For once, my husband has backed me up, if on dubious grounds. A friend, of previously good character, astonished us both by insisting that the ‘correct’ form of Welsh rabbit was Welsh rarebit. ‘No, it’s not,’ said my husband. ‘I had one at my club only last week.’
It is difficult to see why rarebit should be accorded stronger explanatory force than rabbit. The lamented Robert Burchfield noted in his edition of Fowler’s Modern English Usage: ‘This dish of cheese on toast emerged, with rabbit so spelt, in 1725.’

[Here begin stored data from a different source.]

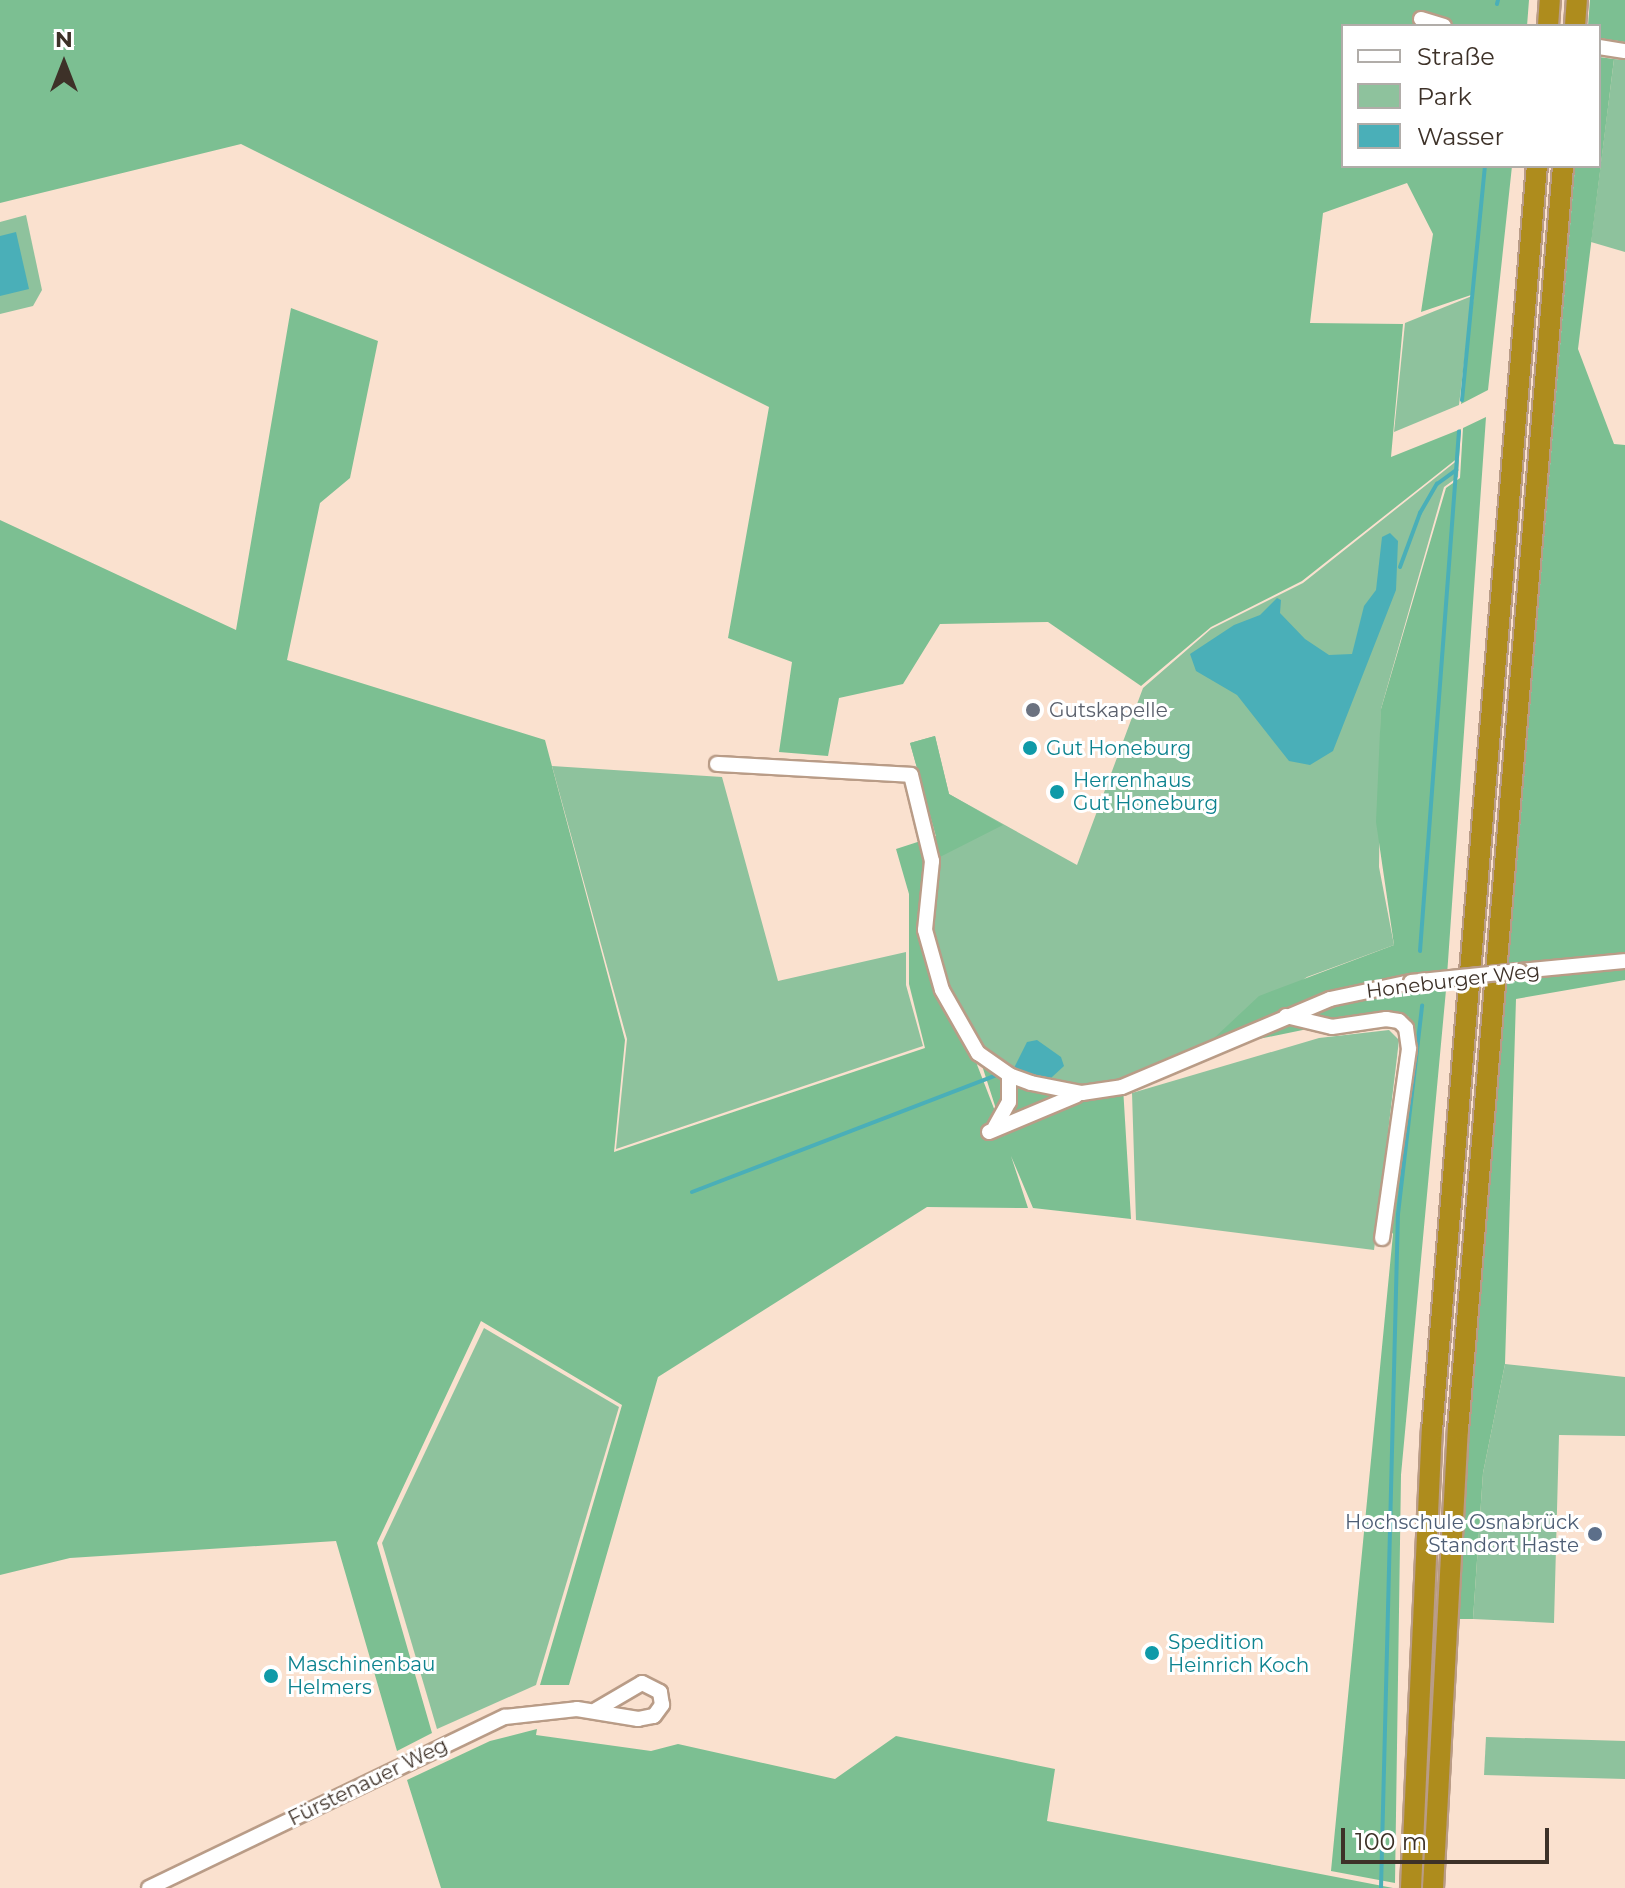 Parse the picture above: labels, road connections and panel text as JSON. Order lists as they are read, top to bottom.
{
  "streets": {
    "street": ["Honeburger Weg", "Fürstenauer Weg"]
  },
  "places": [
    "Gutskapelle",
    "Gut Honeburg",
    "Herrenhaus Gut Honeburg",
    "Hochschule Osnabrück Standort Haste",
    "Spedition Heinrich Koch",
    "Maschinenbau Helmers"
  ],
  "legend": ["Straße", "Park", "Wasser"],
  "scale_bar": "100 m",
  "north": "top"
}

It is also rabbit in Hannah Glasse’s The Art of Cookery, By a Lady. Here is her recipe: ‘Toast the Bread on both Sides, then toast the Cheese on one Side, and lay it on the Toast, and with a hot Iron brown the other Side.’ On the same page she gives similar recipes for Scotch rabbit and English rabbit. (Actually, Mrs Glasse uses the word receipt for ‘recipe’. I now find that the Oxford English Dictionary includes the following, from a newspaper in 1993: ‘Jennifer Paterson prefers receipt to recipe. It was current in her youth, she says, “in the days before the war, when people spoke English”.’ Perhaps so, but I knew Jennifer Paterson well, and it is far more likely that she picked up the word from Mrs Glasse than from her amah in China before the war.)

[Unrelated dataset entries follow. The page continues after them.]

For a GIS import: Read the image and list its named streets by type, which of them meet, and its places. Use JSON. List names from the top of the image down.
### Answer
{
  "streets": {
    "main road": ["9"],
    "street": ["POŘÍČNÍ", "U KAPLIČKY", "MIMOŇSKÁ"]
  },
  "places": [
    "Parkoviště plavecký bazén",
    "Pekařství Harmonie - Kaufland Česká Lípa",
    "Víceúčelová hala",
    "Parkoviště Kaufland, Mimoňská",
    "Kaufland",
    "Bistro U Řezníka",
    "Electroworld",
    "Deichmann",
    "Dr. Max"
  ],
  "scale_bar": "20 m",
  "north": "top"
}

Alarmingly, rarebit appears much more frequently than rabbit in the press. A.A. Gill in the Sunday Times characterises pizzas as ‘essentially gay welsh rabbit’. A couple of weeks ago, the Sunday Times had Louis de Bernières saying: ‘Lunch might be eggs or welsh rarebit.’ Of course, the spelling is supplied by the paper. Mr de Bernières might prefer rabbit, as does Christopher Hirst, who, in a piece in the Independent, writes: ‘Yes, rabbit, not rarebit, which is an 18th-century genteelism.’